• **Data provided**:
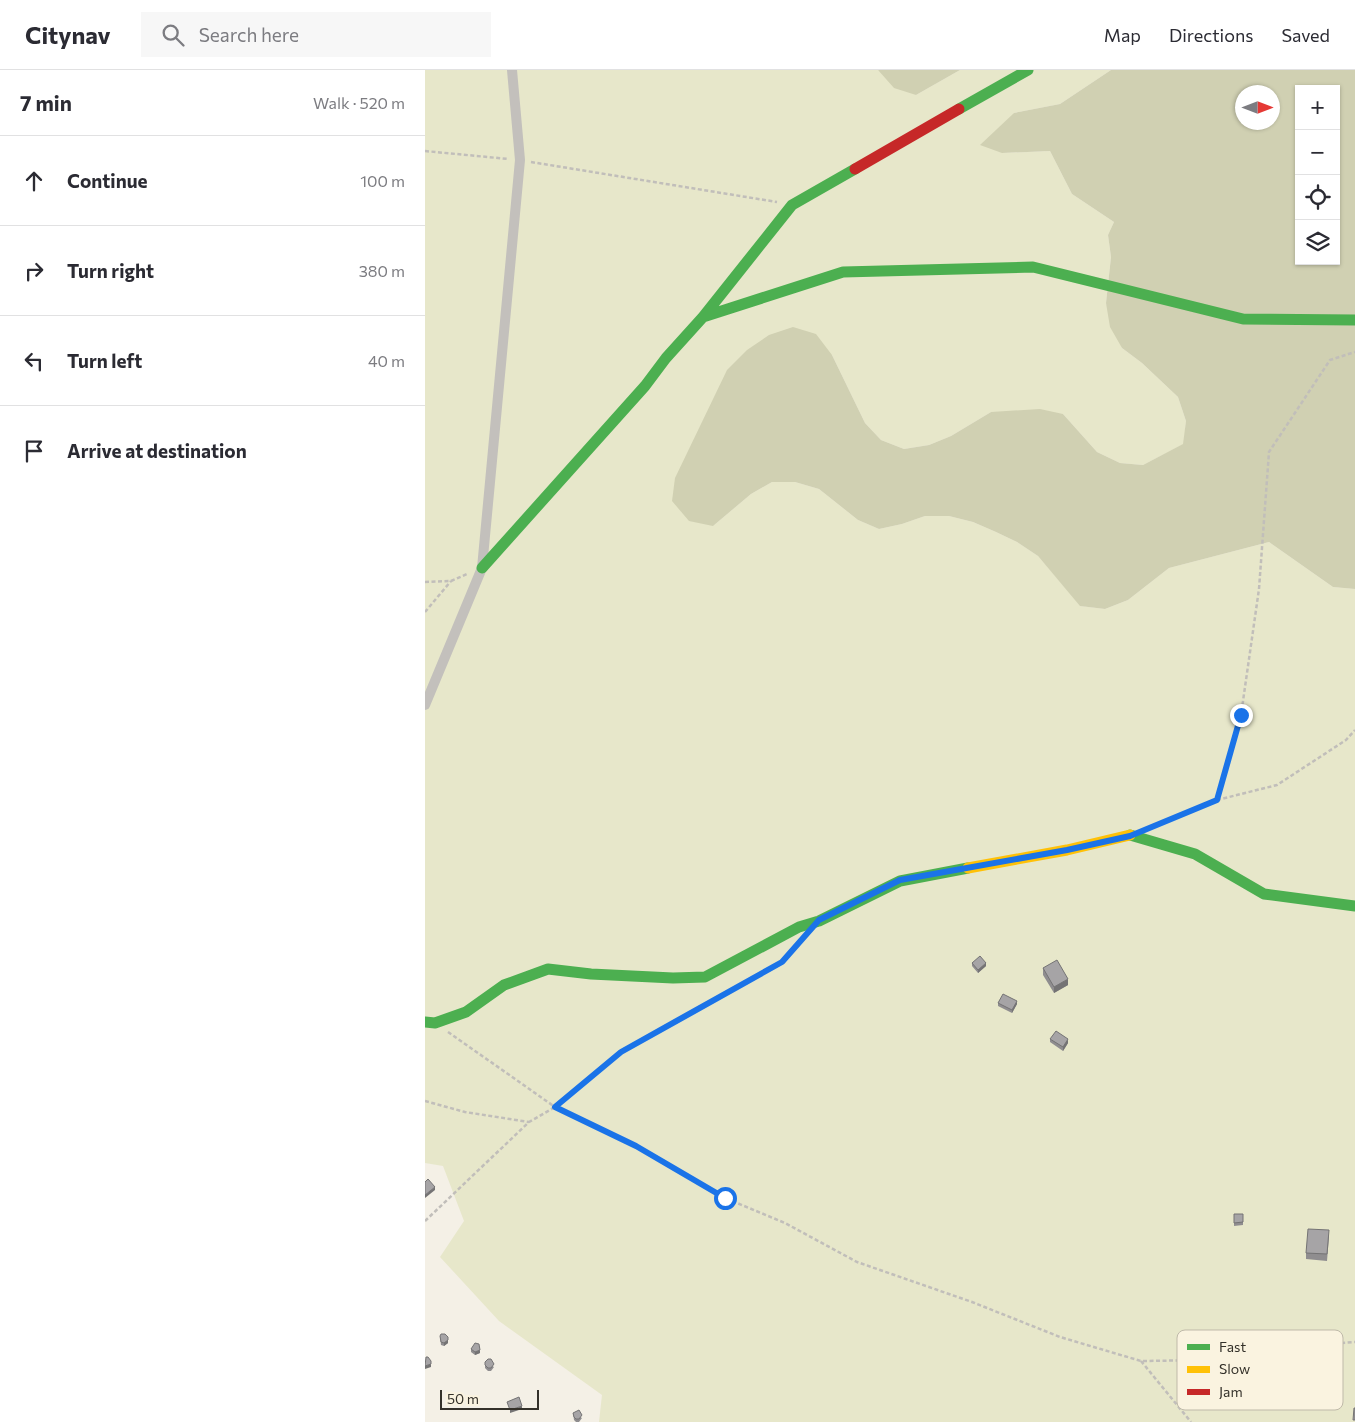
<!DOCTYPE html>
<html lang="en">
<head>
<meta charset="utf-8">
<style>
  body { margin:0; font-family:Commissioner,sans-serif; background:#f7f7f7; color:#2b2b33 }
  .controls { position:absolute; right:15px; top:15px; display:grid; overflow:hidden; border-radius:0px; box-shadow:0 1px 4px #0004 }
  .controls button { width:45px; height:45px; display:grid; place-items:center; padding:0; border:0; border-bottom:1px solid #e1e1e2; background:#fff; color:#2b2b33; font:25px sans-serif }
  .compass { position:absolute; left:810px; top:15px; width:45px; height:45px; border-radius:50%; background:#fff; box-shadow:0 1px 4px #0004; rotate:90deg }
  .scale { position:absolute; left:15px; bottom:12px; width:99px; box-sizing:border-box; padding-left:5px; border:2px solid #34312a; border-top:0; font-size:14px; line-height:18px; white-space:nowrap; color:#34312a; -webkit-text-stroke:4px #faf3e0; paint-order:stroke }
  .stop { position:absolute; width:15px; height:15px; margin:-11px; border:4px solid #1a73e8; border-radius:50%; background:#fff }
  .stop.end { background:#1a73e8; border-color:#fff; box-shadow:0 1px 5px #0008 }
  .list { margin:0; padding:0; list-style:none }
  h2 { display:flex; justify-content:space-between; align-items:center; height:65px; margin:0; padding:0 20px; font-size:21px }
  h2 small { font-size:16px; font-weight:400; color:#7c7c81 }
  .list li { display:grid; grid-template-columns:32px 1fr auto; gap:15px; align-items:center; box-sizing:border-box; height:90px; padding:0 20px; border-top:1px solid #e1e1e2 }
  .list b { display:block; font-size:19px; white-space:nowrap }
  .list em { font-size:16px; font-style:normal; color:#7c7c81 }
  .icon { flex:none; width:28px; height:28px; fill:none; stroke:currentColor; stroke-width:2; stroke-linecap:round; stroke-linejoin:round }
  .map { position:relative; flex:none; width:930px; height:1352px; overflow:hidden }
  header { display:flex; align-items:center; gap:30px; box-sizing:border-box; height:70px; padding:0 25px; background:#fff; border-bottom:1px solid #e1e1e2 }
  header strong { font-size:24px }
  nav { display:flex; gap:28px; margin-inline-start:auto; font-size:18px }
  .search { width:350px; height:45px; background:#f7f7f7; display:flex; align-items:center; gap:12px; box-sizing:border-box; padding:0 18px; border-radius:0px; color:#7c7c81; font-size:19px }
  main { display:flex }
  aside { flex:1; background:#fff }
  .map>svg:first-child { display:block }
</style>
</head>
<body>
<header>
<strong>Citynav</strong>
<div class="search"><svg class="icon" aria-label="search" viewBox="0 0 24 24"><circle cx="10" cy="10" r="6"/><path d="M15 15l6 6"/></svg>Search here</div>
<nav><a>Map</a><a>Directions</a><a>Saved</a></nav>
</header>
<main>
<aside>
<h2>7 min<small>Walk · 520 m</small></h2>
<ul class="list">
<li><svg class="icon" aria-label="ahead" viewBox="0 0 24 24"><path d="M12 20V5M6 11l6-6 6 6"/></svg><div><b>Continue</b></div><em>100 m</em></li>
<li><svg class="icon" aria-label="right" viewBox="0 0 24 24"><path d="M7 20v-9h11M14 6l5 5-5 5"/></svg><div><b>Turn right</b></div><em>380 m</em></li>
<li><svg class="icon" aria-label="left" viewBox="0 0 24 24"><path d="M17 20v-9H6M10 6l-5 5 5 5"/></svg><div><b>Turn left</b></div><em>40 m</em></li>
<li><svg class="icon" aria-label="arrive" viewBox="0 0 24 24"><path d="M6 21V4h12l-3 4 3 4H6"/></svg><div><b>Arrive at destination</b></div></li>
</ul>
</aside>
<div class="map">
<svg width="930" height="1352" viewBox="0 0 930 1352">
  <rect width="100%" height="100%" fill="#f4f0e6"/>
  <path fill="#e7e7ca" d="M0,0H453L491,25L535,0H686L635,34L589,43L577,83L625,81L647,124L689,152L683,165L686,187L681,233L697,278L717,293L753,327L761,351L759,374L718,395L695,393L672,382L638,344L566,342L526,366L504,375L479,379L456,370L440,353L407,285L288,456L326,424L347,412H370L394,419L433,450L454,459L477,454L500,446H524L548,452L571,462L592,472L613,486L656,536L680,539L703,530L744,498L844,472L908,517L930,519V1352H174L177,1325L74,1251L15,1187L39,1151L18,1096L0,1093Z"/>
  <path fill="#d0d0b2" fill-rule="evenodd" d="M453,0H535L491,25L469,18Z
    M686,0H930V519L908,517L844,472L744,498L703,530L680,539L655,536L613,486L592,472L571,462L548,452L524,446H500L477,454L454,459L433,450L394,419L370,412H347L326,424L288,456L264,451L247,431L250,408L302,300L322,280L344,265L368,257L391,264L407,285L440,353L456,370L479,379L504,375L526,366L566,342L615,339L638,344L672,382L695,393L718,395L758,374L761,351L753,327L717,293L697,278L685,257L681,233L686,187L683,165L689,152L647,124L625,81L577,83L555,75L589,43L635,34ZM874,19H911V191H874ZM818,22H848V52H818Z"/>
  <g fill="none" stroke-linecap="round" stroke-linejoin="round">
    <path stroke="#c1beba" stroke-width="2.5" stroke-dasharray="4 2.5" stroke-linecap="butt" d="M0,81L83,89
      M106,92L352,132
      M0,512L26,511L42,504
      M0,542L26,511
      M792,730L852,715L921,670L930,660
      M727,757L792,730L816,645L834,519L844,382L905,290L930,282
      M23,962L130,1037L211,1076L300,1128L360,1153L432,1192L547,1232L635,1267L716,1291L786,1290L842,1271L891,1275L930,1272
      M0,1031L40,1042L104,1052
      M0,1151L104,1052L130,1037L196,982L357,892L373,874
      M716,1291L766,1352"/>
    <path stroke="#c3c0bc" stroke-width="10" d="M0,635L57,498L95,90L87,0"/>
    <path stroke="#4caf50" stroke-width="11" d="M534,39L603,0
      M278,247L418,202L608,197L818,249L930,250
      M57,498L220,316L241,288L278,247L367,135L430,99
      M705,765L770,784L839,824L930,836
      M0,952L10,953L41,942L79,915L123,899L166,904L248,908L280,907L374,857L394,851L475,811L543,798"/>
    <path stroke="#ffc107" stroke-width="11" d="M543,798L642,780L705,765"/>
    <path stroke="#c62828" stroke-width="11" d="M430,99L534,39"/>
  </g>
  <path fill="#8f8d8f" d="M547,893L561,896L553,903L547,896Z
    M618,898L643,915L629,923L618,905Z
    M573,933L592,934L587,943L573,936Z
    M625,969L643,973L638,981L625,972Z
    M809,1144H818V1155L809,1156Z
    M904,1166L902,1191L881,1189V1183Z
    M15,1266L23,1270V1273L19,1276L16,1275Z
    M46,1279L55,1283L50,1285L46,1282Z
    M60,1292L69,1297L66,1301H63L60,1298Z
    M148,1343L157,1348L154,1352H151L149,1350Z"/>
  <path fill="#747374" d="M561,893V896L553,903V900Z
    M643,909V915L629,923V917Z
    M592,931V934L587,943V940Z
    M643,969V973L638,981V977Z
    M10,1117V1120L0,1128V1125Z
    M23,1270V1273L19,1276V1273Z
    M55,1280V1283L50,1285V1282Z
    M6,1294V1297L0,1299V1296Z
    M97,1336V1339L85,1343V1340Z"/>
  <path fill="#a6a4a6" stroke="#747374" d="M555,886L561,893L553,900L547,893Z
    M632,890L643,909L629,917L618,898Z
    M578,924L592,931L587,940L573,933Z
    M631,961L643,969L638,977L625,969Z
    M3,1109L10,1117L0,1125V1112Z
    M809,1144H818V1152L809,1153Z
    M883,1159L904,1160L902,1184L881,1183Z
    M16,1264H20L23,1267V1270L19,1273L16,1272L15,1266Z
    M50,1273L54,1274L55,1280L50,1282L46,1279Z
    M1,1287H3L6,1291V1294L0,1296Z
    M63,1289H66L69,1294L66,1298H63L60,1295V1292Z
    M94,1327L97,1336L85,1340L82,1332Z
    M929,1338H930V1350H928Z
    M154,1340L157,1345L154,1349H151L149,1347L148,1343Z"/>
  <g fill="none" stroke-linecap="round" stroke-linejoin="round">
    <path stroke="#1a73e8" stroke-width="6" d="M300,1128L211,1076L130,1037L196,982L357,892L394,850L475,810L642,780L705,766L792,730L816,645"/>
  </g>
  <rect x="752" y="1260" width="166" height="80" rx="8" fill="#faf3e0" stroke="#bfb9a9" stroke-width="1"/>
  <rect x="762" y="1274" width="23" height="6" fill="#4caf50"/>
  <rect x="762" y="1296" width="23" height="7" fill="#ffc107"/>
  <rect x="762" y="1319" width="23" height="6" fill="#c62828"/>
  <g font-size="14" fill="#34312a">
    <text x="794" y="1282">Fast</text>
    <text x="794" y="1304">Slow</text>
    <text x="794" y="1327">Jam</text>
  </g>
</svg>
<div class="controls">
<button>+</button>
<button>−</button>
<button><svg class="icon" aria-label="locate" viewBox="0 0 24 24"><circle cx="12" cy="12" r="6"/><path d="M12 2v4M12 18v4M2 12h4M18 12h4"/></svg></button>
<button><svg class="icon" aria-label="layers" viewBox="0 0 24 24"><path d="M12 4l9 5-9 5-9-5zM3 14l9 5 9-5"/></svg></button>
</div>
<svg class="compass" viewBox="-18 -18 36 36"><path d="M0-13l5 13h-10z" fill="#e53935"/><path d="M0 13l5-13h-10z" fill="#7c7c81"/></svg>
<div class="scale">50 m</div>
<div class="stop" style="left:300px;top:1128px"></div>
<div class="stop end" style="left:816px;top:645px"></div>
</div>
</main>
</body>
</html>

• **Work to complete**: Find every line above where the word "grid" occurs, and copy that line.

• **The answer**:
  .controls { position:absolute; right:15px; top:15px; display:grid; overflow:hidden; border-radius:0px; box-shadow:0 1px 4px #0004 }
  .controls button { width:45px; height:45px; display:grid; place-items:center; padding:0; border:0; border-bottom:1px solid #e1e1e2; background:#fff; color:#2b2b33; font:25px sans-serif }
  .list li { display:grid; grid-template-columns:32px 1fr auto; gap:15px; align-items:center; box-sizing:border-box; height:90px; padding:0 20px; border-top:1px solid #e1e1e2 }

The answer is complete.